A joint account holder’s debt could also spell trouble for everyone on the account. Because every joint account holder has equal rights to the money, creditors can go after the money in a joint account if they sue one of the account holders. Meaning all the money is risk if one person gets sued, falls behind on bills or doesn’t pay taxes.
If you’re considering using a joint account to help manage an older relative’s finances, a convenience account or getting power of attorney may be potentially safer alternatives.
Communication and trust are vital to managing a joint account. Lack of communication between joint account holders could lead to overdrawn accounts or low balances, and the corresponding fees. It can also lead to disputes if the owners have different ideas of how the money should be spent.

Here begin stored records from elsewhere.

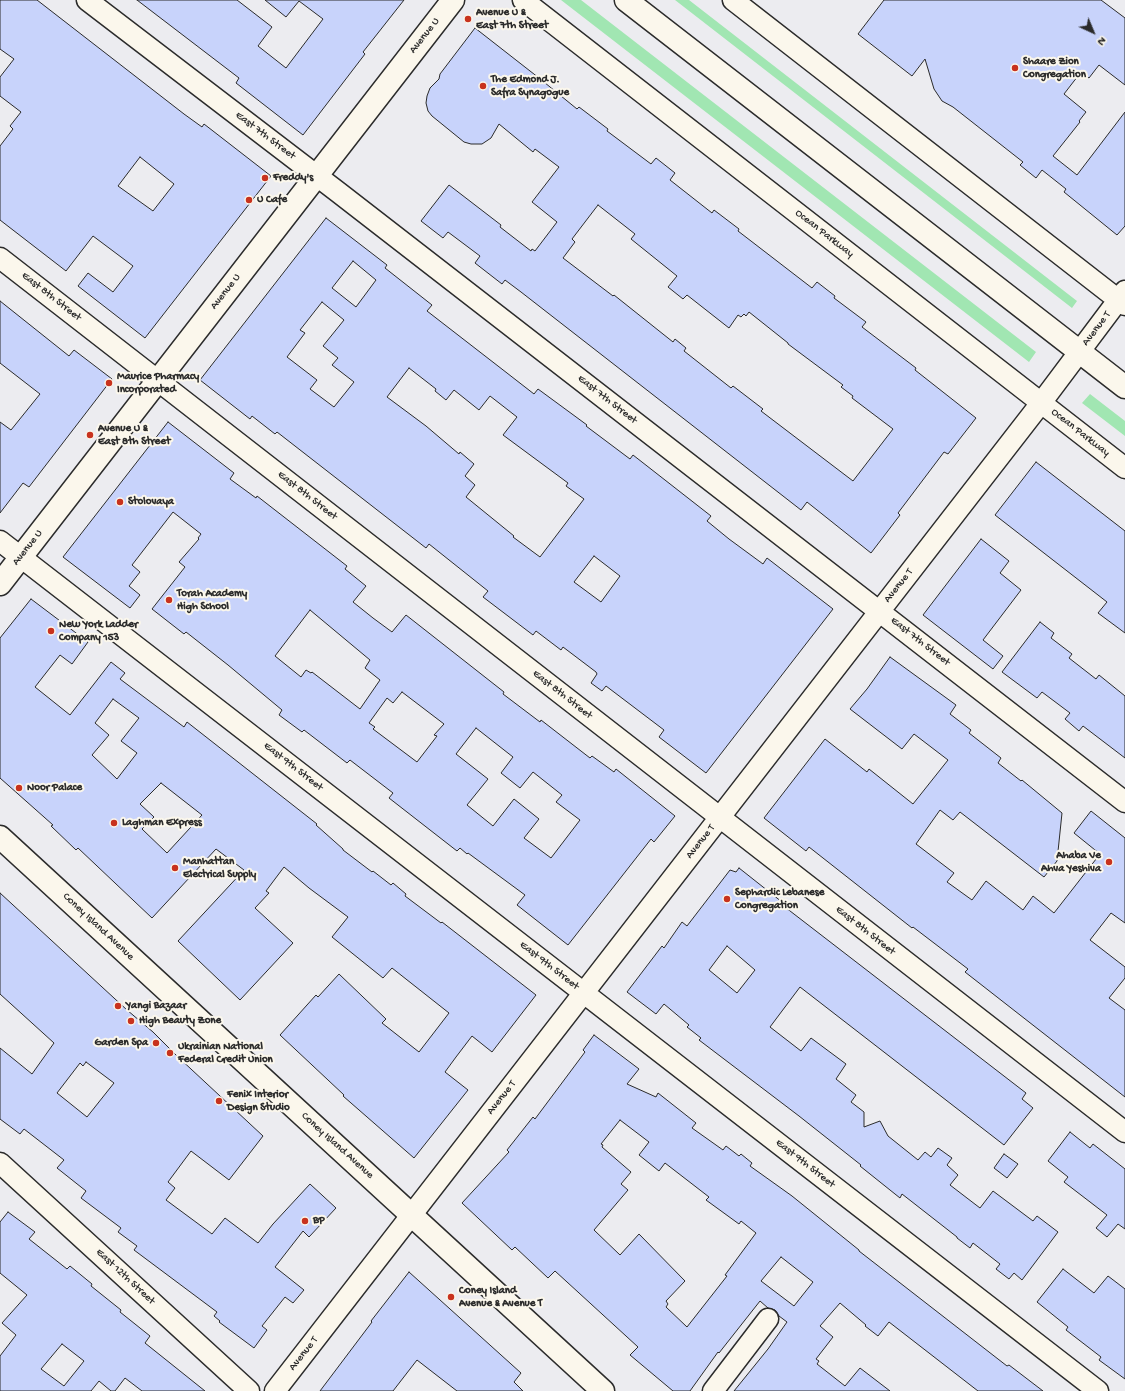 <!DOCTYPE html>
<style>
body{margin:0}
#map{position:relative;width:1125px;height:1391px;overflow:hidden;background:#ececf0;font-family:"Gochi Hand",sans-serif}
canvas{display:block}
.north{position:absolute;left:1073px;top:12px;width:40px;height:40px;-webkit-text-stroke:3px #fbf7ec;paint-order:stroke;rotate:136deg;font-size:11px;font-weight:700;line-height:16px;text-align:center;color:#2b2b2b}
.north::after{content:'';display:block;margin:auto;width:14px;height:18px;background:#2b2b2b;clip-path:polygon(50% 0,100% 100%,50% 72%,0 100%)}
</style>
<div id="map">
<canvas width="1125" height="1391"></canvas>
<div class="north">N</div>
</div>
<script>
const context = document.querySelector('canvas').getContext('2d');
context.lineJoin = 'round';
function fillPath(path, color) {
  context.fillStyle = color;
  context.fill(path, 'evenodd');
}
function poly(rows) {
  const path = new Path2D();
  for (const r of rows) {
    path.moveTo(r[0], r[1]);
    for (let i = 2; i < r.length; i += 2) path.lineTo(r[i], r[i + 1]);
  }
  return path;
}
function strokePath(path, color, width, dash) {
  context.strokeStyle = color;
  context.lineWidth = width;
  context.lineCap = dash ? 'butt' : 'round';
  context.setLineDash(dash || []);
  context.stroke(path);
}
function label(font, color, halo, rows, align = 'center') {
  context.font = font + ' "Gochi Hand",sans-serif';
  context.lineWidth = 4;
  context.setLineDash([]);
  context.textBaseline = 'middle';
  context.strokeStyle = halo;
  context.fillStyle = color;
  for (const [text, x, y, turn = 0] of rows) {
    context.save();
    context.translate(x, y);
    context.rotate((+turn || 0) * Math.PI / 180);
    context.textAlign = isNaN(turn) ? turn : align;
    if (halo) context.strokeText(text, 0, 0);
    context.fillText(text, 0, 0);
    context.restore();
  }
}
fillPath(poly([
 [561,0,581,0,1036,352,1029,362],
 [675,0,689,0,1077,301,1072,308],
 [1090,394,1125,421,1125,436,1082,403]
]), '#a1e6b2');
const building = poly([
 [0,0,37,0,184,114,202,127,204,124,271,176,145,338,78,286,88,273,113,292,133,266,93,236,66,271,0,220,0,146,13,129,10,126,21,112,0,96,0,77,14,59,0,49,0,0],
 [140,157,174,184,153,211,118,186,140,157],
 [137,0,237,0,272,27,258,46,286,68,323,19,299,1,286,17,265,0,404,0,363,52,365,54,303,135,236,83,239,78,137,0],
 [884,0,1101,0,1125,18,1125,85,1099,65,1089,78,1081,72,1064,94,1086,112,1079,121,1080,122,1053,156,1077,175,1125,112,1125,226,1117,235,1064,192,1066,189,1042,170,1036,178,1020,165,1023,162,953,107,942,101,934,89,925,59,912,76,858,34,884,0],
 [475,28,539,78,577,109,579,107,608,129,607,131,651,164,656,158,675,173,670,180,712,213,714,210,739,229,738,231,812,288,817,282,835,296,834,298,866,322,862,327,916,368,915,370,976,418,948,454,944,452,898,513,900,515,871,553,807,502,801,510,521,292,505,280,502,284,475,263,480,256,448,232,443,238,421,221,449,185,501,225,500,227,531,251,532,249,535,251,557,222,532,202,559,167,535,149,533,152,499,124,491,138,482,144,471,144,464,142,432,116,428,111,426,103,427,96,430,88,439,79,440,74,475,28],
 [598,205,635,234,631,239,677,276,668,287,683,299,687,295,729,328,738,315,741,317,744,314,746,316,749,312,788,343,788,344,843,385,841,387,853,396,852,398,893,429,853,481,761,411,763,409,733,386,731,388,684,351,686,348,675,339,673,342,614,295,613,296,563,258,575,242,572,239,598,205],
 [326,218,387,265,385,268,432,305,427,311,507,373,534,394,538,389,587,425,586,426,630,459,633,455,711,516,707,521,729,539,763,564,767,558,833,609,706,773,659,737,664,730,606,686,602,691,591,683,597,674,596,672,563,647,561,650,536,631,533,635,483,597,488,591,429,544,426,548,277,432,275,434,252,416,250,419,200,380,326,218],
 [353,261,376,280,356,307,332,288,353,261],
 [322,302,344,320,323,346,338,358,332,365,354,382,334,407,310,389,317,380,287,357,305,333,300,330,322,302],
 [409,368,436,389,435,391,446,400,454,390,479,410,490,396,517,417,503,435,568,483,566,486,584,499,540,557,513,537,514,536,466,497,475,485,465,476,474,464,460,452,459,454,426,426,387,397,409,368],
 [594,556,620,576,601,602,574,582,594,556],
 [0,301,69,356,74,350,112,379,29,487,23,483,0,513,0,422,11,430,40,394,0,363,0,301],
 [168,422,234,473,230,479,256,498,257,496,347,566,345,569,366,586,353,602,373,618,392,632,406,615,504,692,503,694,540,722,541,720,590,758,592,756,614,772,616,769,675,816,654,842,651,839,568,945,517,905,525,895,468,853,467,854,460,848,457,851,389,798,393,793,350,760,347,763,304,730,302,732,279,715,282,710,228,665,186,632,184,634,152,609,185,567,179,562,199,539,198,538,201,534,173,512,132,565,140,572,129,586,140,595,130,608,63,557,168,422],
 [310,610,370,660,365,668,380,680,360,709,312,672,311,673,306,670,301,677,275,656,310,610],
 [402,692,444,724,434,735,437,736,417,762,373,729,375,727,369,723,387,698,393,703,402,692],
 [476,728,513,757,501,773,520,788,533,772,562,795,556,802,580,820,551,858,524,838,539,819,514,799,493,826,467,805,488,779,456,754,476,728],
 [1036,462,1125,531,1125,633,1098,613,1107,602,995,515,1036,462],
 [981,539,1009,561,1000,573,1021,590,983,640,1003,656,993,669,923,615,981,539],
 [31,599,88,642,72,664,60,655,35,687,70,715,111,662,125,673,120,679,184,727,187,722,317,824,316,825,343,849,343,850,372,872,373,871,391,885,393,883,406,894,405,896,441,923,442,922,536,995,492,1052,472,1036,456,1057,445,1072,468,1090,414,1158,343,1096,344,1095,280,1035,316,995,318,997,339,974,386,1019,382,1023,419,1052,449,1013,392,968,383,978,332,937,348,917,309,888,284,867,266,891,269,893,255,908,293,943,240,1000,178,941,244,870,216,849,152,918,78,848,76,850,51,826,53,825,0,778,0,638,31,599],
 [113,699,139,718,121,741,137,753,117,779,92,755,109,735,95,723,113,699],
 [161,783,202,815,167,853,142,829,154,817,140,804,161,783],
 [1040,622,1054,633,1051,638,1072,654,1069,658,1096,679,1099,675,1125,696,1125,758,1083,726,1079,731,1065,719,1070,713,1042,692,1037,698,1002,672,1040,622],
 [890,657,956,705,950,714,971,730,969,733,1001,758,998,763,1021,781,1022,780,1062,813,1057,861,1044,877,960,812,953,820,940,810,916,844,954,873,947,882,972,900,986,881,1023,910,1033,896,1054,913,1100,854,1074,833,1091,811,1125,838,1125,923,1111,913,1090,940,1125,967,1125,978,1109,998,1125,1010,1125,1097,965,972,968,969,913,927,912,928,809,847,806,851,764,818,825,739,867,772,869,769,913,804,948,760,914,734,902,749,850,709,867,689,890,657],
 [739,868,782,902,781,904,1026,1093,1022,1099,1033,1108,1004,1145,800,987,770,1027,801,1051,811,1038,846,1064,836,1079,856,1095,851,1102,864,1112,864,1127,880,1121,888,1136,918,1160,925,1152,931,1157,938,1148,952,1158,947,1165,958,1175,950,1185,980,1208,993,1191,1033,1221,1037,1216,1058,1232,1022,1280,1014,1273,1009,1279,996,1269,1000,1264,973,1243,970,1248,957,1238,957,1237,902,1194,900,1198,860,1166,861,1165,799,1116,699,1040,701,1038,687,1027,689,1025,664,1004,656,1014,627,992,662,946,664,948,682,922,687,926,730,870,736,872,739,868],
 [727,946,755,970,737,993,709,970,727,946],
 [0,893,127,1010,153,1032,177,1056,263,1136,229,1180,191,1151,168,1182,175,1188,166,1200,212,1234,225,1218,258,1243,273,1224,310,1184,336,1208,309,1237,303,1231,275,1267,304,1290,293,1303,285,1297,262,1326,267,1330,254,1348,219,1322,220,1321,214,1316,217,1312,134,1250,137,1246,118,1232,121,1228,81,1198,86,1191,57,1168,64,1160,24,1129,20,1134,0,1119,0,1048,32,1074,54,1043,0,994,0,893],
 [86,1062,114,1083,87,1117,57,1093,80,1063,83,1066,86,1062],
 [594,1035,639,1069,627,1084,656,1097,658,1093,696,1123,692,1128,723,1150,726,1146,739,1156,741,1154,752,1163,750,1166,792,1196,859,1250,859,1251,1007,1366,1009,1365,1043,1391,978,1391,889,1322,878,1336,865,1326,866,1325,840,1303,820,1326,833,1337,816,1359,819,1361,817,1364,845,1386,860,1368,890,1391,734,1391,768,1349,787,1322,779,1316,775,1310,768,1308,760,1301,719,1353,718,1352,690,1391,673,1391,630,1355,638,1347,555,1271,548,1278,515,1247,512,1250,462,1203,509,1152,507,1150,533,1117,535,1119,585,1052,583,1050,594,1035],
 [620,1120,649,1142,639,1155,659,1171,665,1163,709,1197,706,1200,739,1224,741,1221,756,1233,725,1275,727,1276,687,1327,666,1307,668,1304,666,1301,685,1281,639,1234,620,1255,594,1230,628,1190,621,1184,631,1172,602,1147,603,1145,601,1144,620,1120],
 [781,1257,813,1282,794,1306,761,1281,781,1257],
 [1070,1132,1090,1148,1093,1144,1125,1169,1125,1229,1118,1224,1107,1237,1096,1228,1107,1215,1064,1182,1068,1177,1048,1161,1070,1132],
 [1004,1154,1018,1164,1007,1178,994,1168,1004,1154],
 [8,1212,35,1232,29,1239,67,1269,70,1266,92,1284,91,1286,121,1310,120,1312,150,1336,145,1343,205,1391,142,1391,125,1378,115,1391,111,1391,99,1381,91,1391,0,1391,0,1356,16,1335,2,1323,27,1295,0,1273,0,1222,8,1212],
 [62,1344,84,1361,64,1386,41,1369,62,1344],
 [1063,1269,1094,1293,1108,1276,1125,1289,1125,1379,1099,1360,1101,1357,1066,1330,1068,1327,1037,1302,1063,1269],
 [409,1272,521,1373,514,1382,523,1391,457,1391,417,1360,393,1391,320,1391,372,1322,371,1321,409,1272]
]);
fillPath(building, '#c8d3fb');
strokePath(building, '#2b2b2b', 1);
const minor = poly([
 [87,0,338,192,1125,802],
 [523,0,1125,468],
 [733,0,1125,305],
 [0,258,1125,1132],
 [0,541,1098,1391],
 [0,1163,249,1391],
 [275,1391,1041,403,1125,291],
 [713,1391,768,1319]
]);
const secondary = poly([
 [0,584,453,0],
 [0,837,603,1391]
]);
const primary = poly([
 [626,0,1125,387]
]);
strokePath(minor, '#2b2b2b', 23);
strokePath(secondary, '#2b2b2b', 25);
strokePath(primary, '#2b2b2b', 25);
strokePath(minor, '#fbf7ec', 20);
strokePath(secondary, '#fbf7ec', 22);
strokePath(primary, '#fbf7ec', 22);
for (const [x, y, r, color] of [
 [468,19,4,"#c8321e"],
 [1015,68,4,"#c8321e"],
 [483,86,4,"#c8321e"],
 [265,178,4,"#c8321e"],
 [249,200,4,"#c8321e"],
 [109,383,4,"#c8321e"],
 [90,435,4,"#c8321e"],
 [120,502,4,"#c8321e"],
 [169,600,4,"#c8321e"],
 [51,631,4,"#c8321e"],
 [19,788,4,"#c8321e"],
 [114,823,4,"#c8321e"],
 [1109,862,4,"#c8321e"],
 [175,868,4,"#c8321e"],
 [727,899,4,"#c8321e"],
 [118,1006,4,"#c8321e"],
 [131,1021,4,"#c8321e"],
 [156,1043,4,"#c8321e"],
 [170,1053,4,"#c8321e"],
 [219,1101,4,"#c8321e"],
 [305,1221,4,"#c8321e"],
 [451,1297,4,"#c8321e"]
]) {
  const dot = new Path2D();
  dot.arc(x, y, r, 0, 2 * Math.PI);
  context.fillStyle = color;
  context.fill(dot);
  strokePath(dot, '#fbf7ec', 1.5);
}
label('bold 11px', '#2b2b2b', '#fbf7ec', [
 ["Avenue U &",476,13],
 ["East 7th Street",476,26],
 ["Shaare Zion",1023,62],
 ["Congregation",1023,75],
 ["The Edmond J.",491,80],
 ["Safra Synagogue",491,93],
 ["Freddy's",273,178],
 ["U Cafe",257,200],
 ["Maurice Pharmacy",117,377],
 ["Incorporated",117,390],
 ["Avenue U &",98,429],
 ["East 8th Street",98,442],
 ["Stolovaya",128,502],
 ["Torah Academy",177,594],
 ["High School",177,607],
 ["New York Ladder",59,625],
 ["Company 153",59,638],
 ["Noor Palace",27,788],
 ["Laghman Express",122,823],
 ["Ahaba Ve",1101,856,"right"],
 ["Ahva Yeshiva",1101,869,"right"],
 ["Manhattan",183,862],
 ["Electrical Supply",183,875],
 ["Sephardic Lebanese",735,893],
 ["Congregation",735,906],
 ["Yangi Bazaar",126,1006],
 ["High Beauty Zone",139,1021],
 ["Garden Spa",148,1043,"right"],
 ["Ukrainian National",178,1047],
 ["Federal Credit Union",178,1060],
 ["Fenix Interior",227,1095],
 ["Design Studio",227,1108],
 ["BP",313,1221],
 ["Coney Island",459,1291],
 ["Avenue & Avenue T",459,1304]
], 'left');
label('11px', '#2b2b2b', '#fbf7ec', [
 ["Avenue U",425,36,-52],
 ["East 7th Street",265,136,37],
 ["Ocean Parkway",824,234,38],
 ["Avenue U",226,292,-52],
 ["East 8th Street",51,297,38],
 ["Avenue T",1097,329,-53],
 ["East 7th Street",607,400,38],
 ["Ocean Parkway",1080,433,38],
 ["East 8th Street",307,496,38],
 ["Avenue U",28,548,-52],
 ["Avenue T",899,586,-52],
 ["East 7th Street",920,642,38],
 ["East 8th Street",562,695,38],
 ["East 9th Street",293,767,38],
 ["Avenue T",701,842,-52],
 ["Coney Island Avenue",98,927,43],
 ["East 8th Street",865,931,38],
 ["East 9th Street",549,966,38],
 ["Avenue T",502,1098,-52],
 ["Coney Island Avenue",337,1146,42],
 ["East 9th Street",805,1164,38],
 ["East 12th Street",125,1277,43],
 ["Avenue T",304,1354,-52]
]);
</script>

Some co-owners make an informal agreement before opening an account together. Although it won’t have legal backing, you could create a rule that you have to ask the other person before spending $150 or more. Using a mobile app to check a joint account’s balance before making a purchase could also help you avoid mistakes.
Bottom line: While joint bank accounts let two or more people share access to an account, the convenience of the arrangement can sometimes be outweighed by the risks it poses to the co-owners.
Even if you trust the other co-owner, having a clear understanding of the intention behind the account and how the money will be used are important to avoiding arguments and mismanagement of your joint funds.